Now I'm getting fine readings at 39 and B4. Goes up steadily with the pot until it reaches 2.075 (same at both places), which is about 12 noon on the pot, and then drops out (no reading).
I find the complete lack of readings at B2, 40, and 36 very odd. There's an earlier thread from about a year ago when I had this same reading, and thought it might be connected to the problem. Could it be?
-
I have a couple 152k resistors on some old C4S boards, but they have really short leads. I guess I could make them longer with some wire. The other resistors I have are much lower.
-
Temporarily resolder this resistor between 38 and 39, then see if the screeching persists at startup.
-
Alright, I'm trying that now. You know what you're doing better than I, but keep in mind that the noise when prodding solder joints was at 36 and 37.
-
OK, resistor in place. I turned it on without phones or speakers plugged in and I'm not hearing the screeching (which was completely audible even WITHOUT phones or speakers attached). So I guess I'll test with speakers next.
What does this tell you, PB?
-
Tried it with phones: no screeching. Hardly any sound in the left channel, but I'm assuming that's the resistor's fault. So what next?
By the way: THANK YOU for helping me on Xmas day. I'll try not have this solved by tomorrow, so you can celebrate Kwanzaa in peace :)
-
Remove the resistor, turn the volume pot all the way down, measure the resistance between 38 and 39.
You either have a bad solder joint in the wiring between the input jack(s) and each tube (running through the volume pot), or the pot is defective.
There is no reason to assume that the pot is defective without measuring it to check (they generally take a long, long time to wear out).
If the resistance between 38 and 39 is not zero when the pot is all the way down, let us know.
-
It's definitely not zero. Depending on where I put the MM leads, it reads between 1.7 and 1M. I can't seem to get a stable reading. What does this tell you?
-
Does it help to know that the screeching in unaffected by the volume pot (turning it up or down)? Also, it happens whether or not there is anything coming from (or even plugged in to) the inputs?

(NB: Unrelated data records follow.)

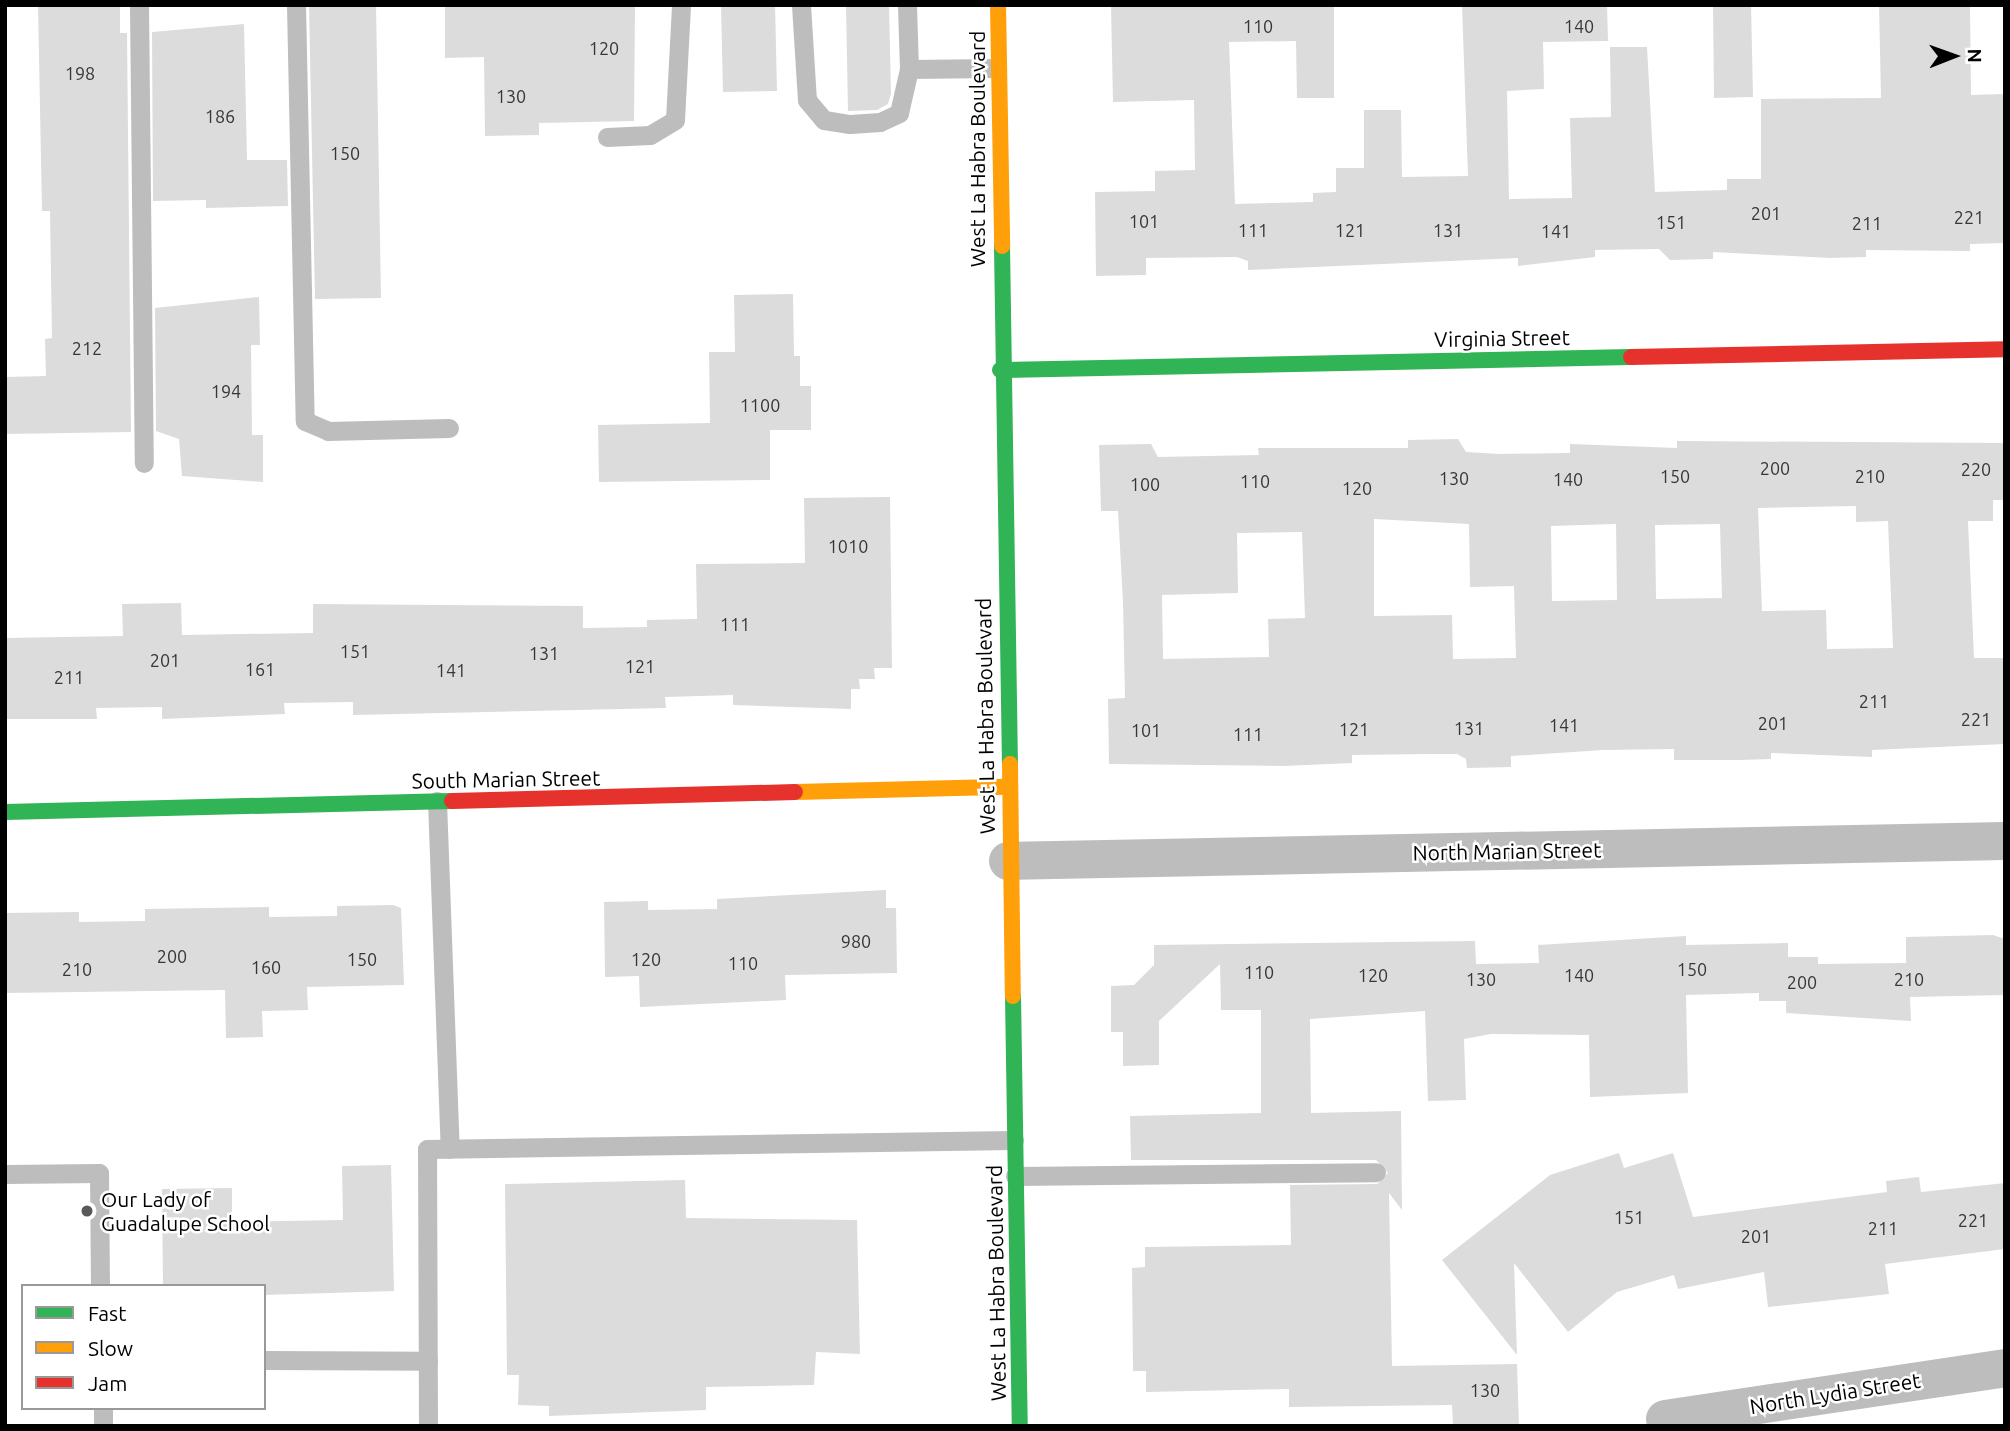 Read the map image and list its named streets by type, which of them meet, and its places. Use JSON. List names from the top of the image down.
{
  "streets": {
    "street": [
      "West La Habra Boulevard",
      "Virginia Street",
      "South Marian Street",
      "North Marian Street",
      "North Lydia Street"
    ]
  },
  "crossings": [
    ["West La Habra Boulevard", "Virginia Street"],
    ["West La Habra Boulevard", "South Marian Street"],
    ["West La Habra Boulevard", "North Marian Street"]
  ],
  "places": ["Our Lady of Guadalupe School"],
  "house_numbers": [
    "110",
    "140",
    "120",
    "198",
    "130",
    "186",
    "150",
    "201",
    "221",
    "101",
    "151",
    "211",
    "111",
    "121",
    "131",
    "141",
    "212",
    "194",
    "1100",
    "200",
    "220",
    "150",
    "210",
    "130",
    "140",
    "110",
    "100",
    "120",
    "1010",
    "111",
    "151",
    "131",
    "201",
    "121",
    "161",
    "141",
    "211",
    "211",
    "221",
    "201",
    "141",
    "131",
    "121",
    "101",
    "111",
    "980",
    "200",
    "150",
    "120",
    "110",
    "160",
    "210",
    "150",
    "110",
    "120",
    "140",
    "130",
    "210",
    "200",
    "151",
    "221",
    "211",
    "201",
    "130"
  ],
  "legend": ["Fast", "Slow", "Jam"],
  "north": "right"
}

If I need to recheck the solder joints from the input to the tube, what path is that so I can start reflowing? Thanks.
-
If I need to recheck the solder joints from the input to the tube, what path is that so I can start reflowing? Thanks.

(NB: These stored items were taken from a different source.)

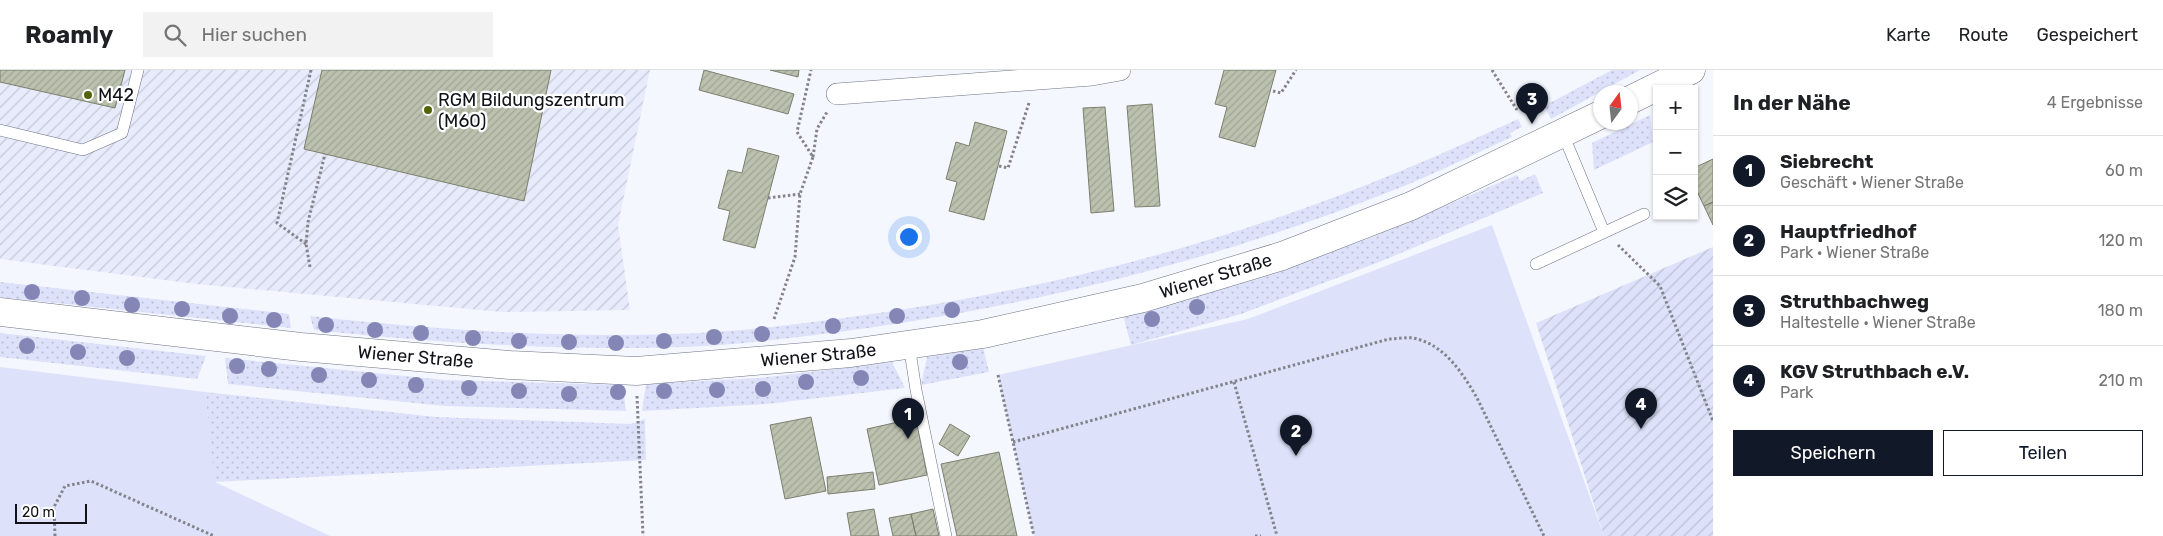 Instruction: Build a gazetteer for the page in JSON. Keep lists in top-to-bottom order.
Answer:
{
  "streets": {
    "main road": ["Wiener Straße"]
  },
  "places": ["M42", "RGM Bildungszentrum (M60)"],
  "scale_bar": "20 m",
  "north": "top",
  "page": {
    "header": "Roamly",
    "search": "Hier suchen",
    "nav": ["Karte", "Route", "Gespeichert"],
    "heading": ["In der Nähe", "4 Ergebnisse"],
    "pins": [
      "3",
      "4",
      "1",
      "2"
    ],
    "map_buttons": ["+", "−"],
    "list": [
      {
        "mark": "1",
        "name": "Siebrecht",
        "note": "Geschäft · Wiener Straße",
        "value": "60 m"
      },
      {
        "mark": "2",
        "name": "Hauptfriedhof",
        "note": "Park · Wiener Straße",
        "value": "120 m"
      },
      {
        "mark": "3",
        "name": "Struthbachweg",
        "note": "Haltestelle · Wiener Straße",
        "value": "180 m"
      },
      {
        "mark": "4",
        "name": "KGV Struthbach e.V.",
        "note": "Park",
        "value": "210 m"
      }
    ],
    "buttons": ["Speichern", "Teilen"],
    "scale": "20 m"
  }
} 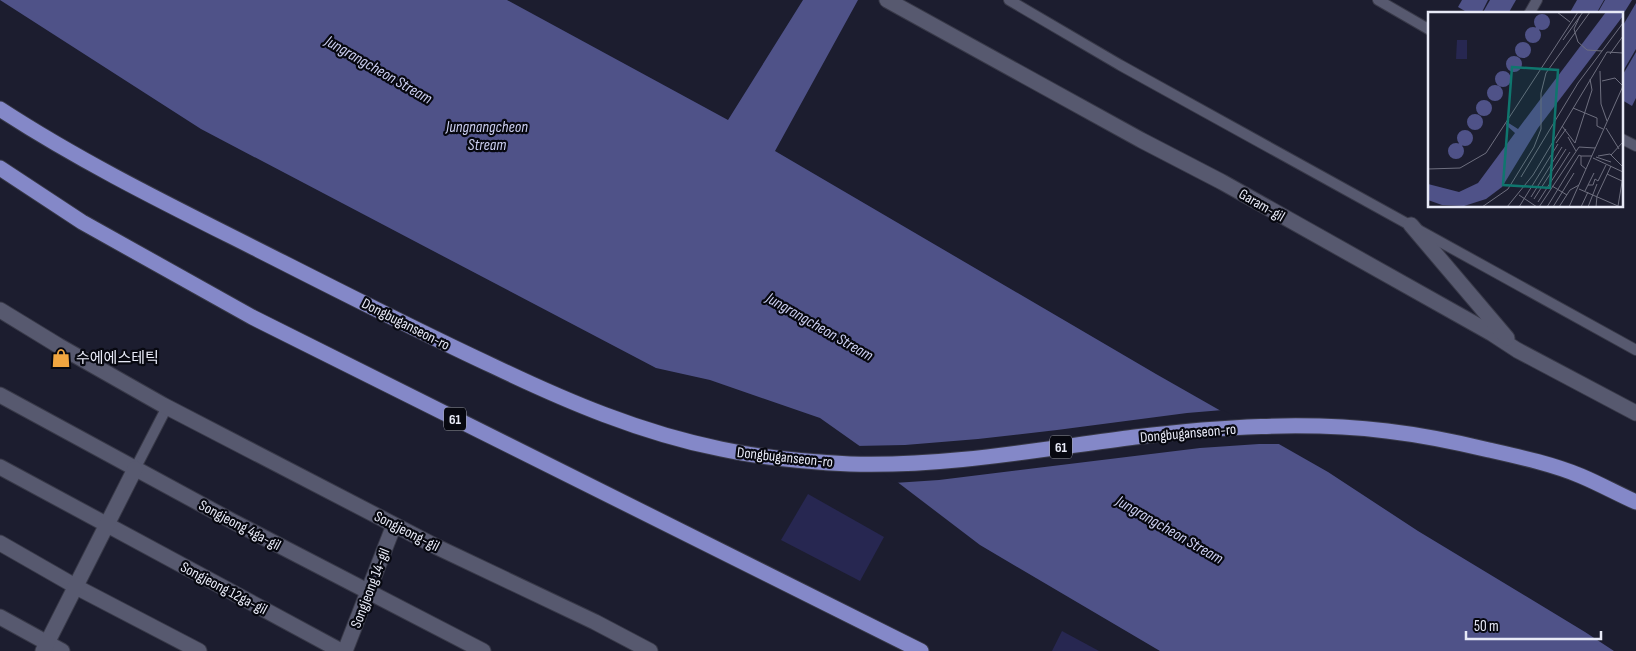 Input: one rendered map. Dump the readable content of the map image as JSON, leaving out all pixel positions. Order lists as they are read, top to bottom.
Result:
{
  "streets": {
    "highway": ["Dongbuganseon-ro", "61"],
    "street": [
      "Garam-gil",
      "Songjeong 4ga-gil",
      "Songjeong-gil",
      "Songjeong 12ga-gil",
      "Songjeong 14-gil"
    ]
  },
  "crossings": [
    ["Songjeong 4ga-gil", "Songjeong 14-gil"],
    ["Songjeong-gil", "Songjeong 14-gil"]
  ],
  "water": ["Jungrangcheon Stream", "Jungnangcheon Stream"],
  "places": {
    "shop": ["수에에스테틱"]
  },
  "scale_bar": "50 m"
}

Follow the wires leaving the RCA jacks...
-
I'm afraid I'll need a little guidance. I see the left input going to the headphone jack and from there it appears to go to 25 and 30, but the trail ends there for me. I see the wires coming from the transformers, and I see the ground buss. But that's it. I'll start with 25 and 30, but I'm assuming the path is longer than this.

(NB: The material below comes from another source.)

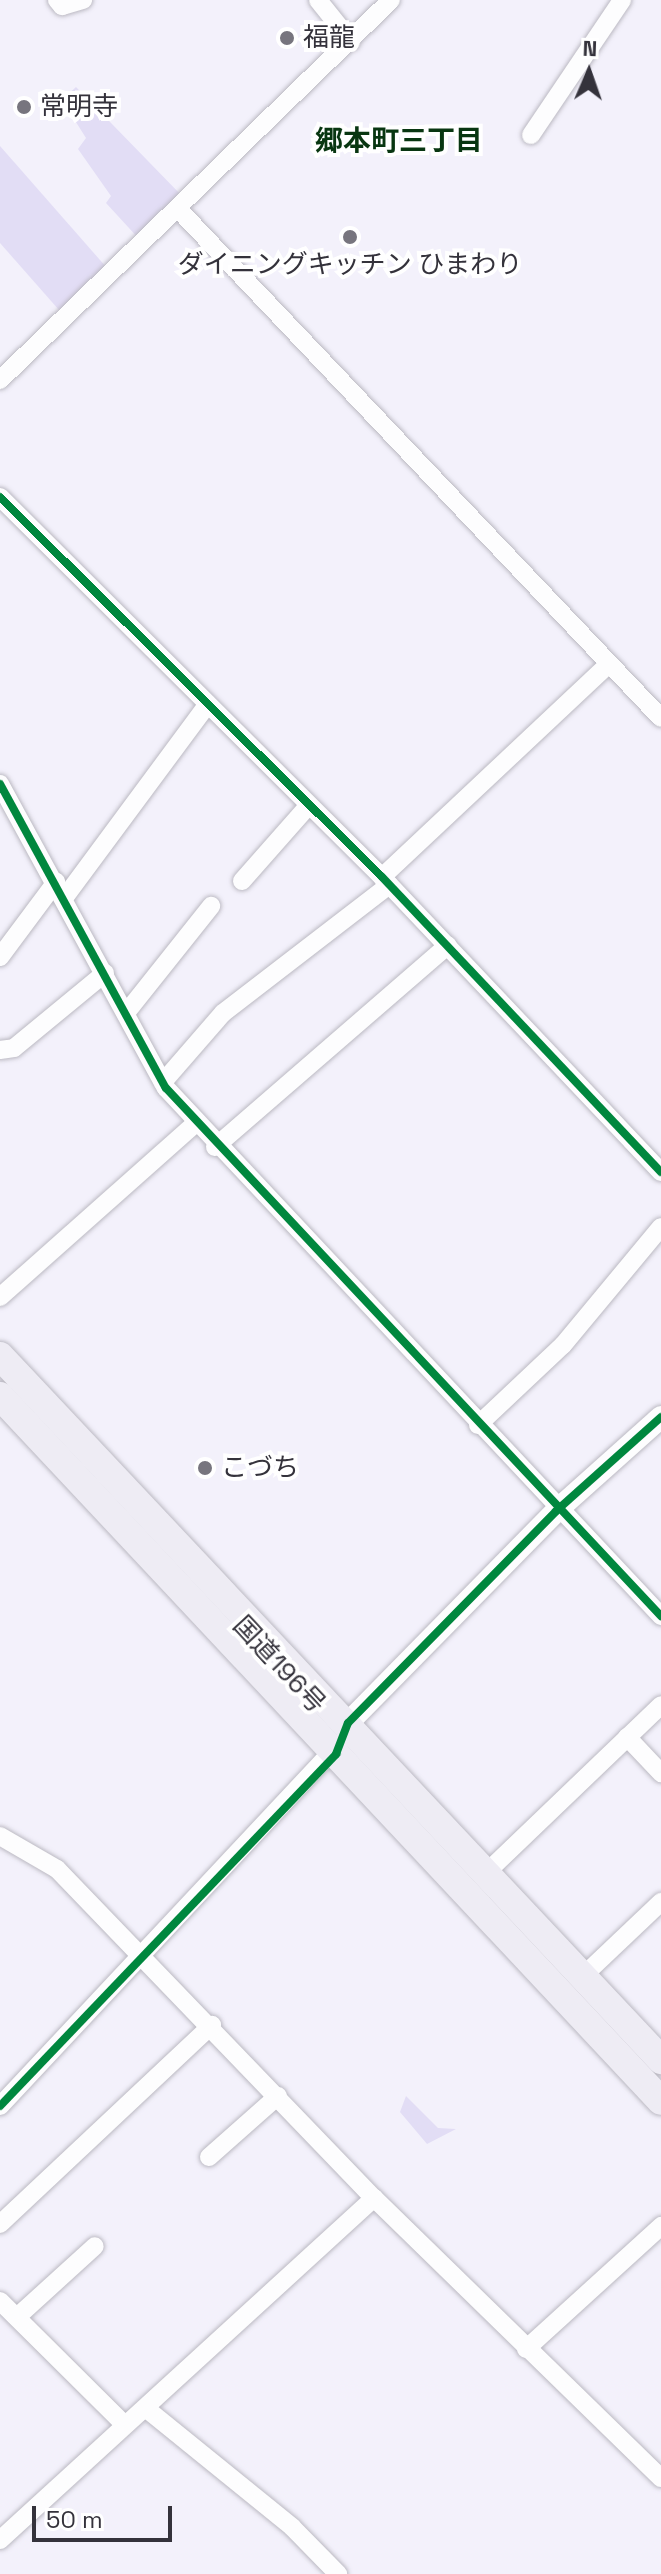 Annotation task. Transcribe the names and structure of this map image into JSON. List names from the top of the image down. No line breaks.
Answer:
{"streets":{"highway":["国道196号"]},"districts":["郷本町三丁目"],"places":["福龍","常明寺","ダイニングキッチン ひまわり","こづち"],"scale_bar":"50 m","north":"top"}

Is it not possible that the cap at 36 and 37 is somehow to blame? It's the one that makes horrible noise when I jab at those joints.
-
Lots of screeching sex talk here! Sorry, I guess I'm being insensitive to those with the issue.... Couldn't help it. Well maybe I could have. Who fucking cares. Ok, I'm done.
-
Reflowed 25 and 30 and then 37 and 38 again. Now getting a resistance reading of 3 between 37 and 38. No screeching. So I'm at least able to listen to some tunes. I'll guess I'll wait til it starts screeching again to post here, unless someone has advice before that (inevitably?) happens again.
-
Sounds like there was a bad solder joint, keep us posted.
-PB
-
agreed - bad solder joint is frequently the prob. I have been calling the police for a couple of week because 'someone' has been ringing my doorbell. Well, duhh, its a bad connection!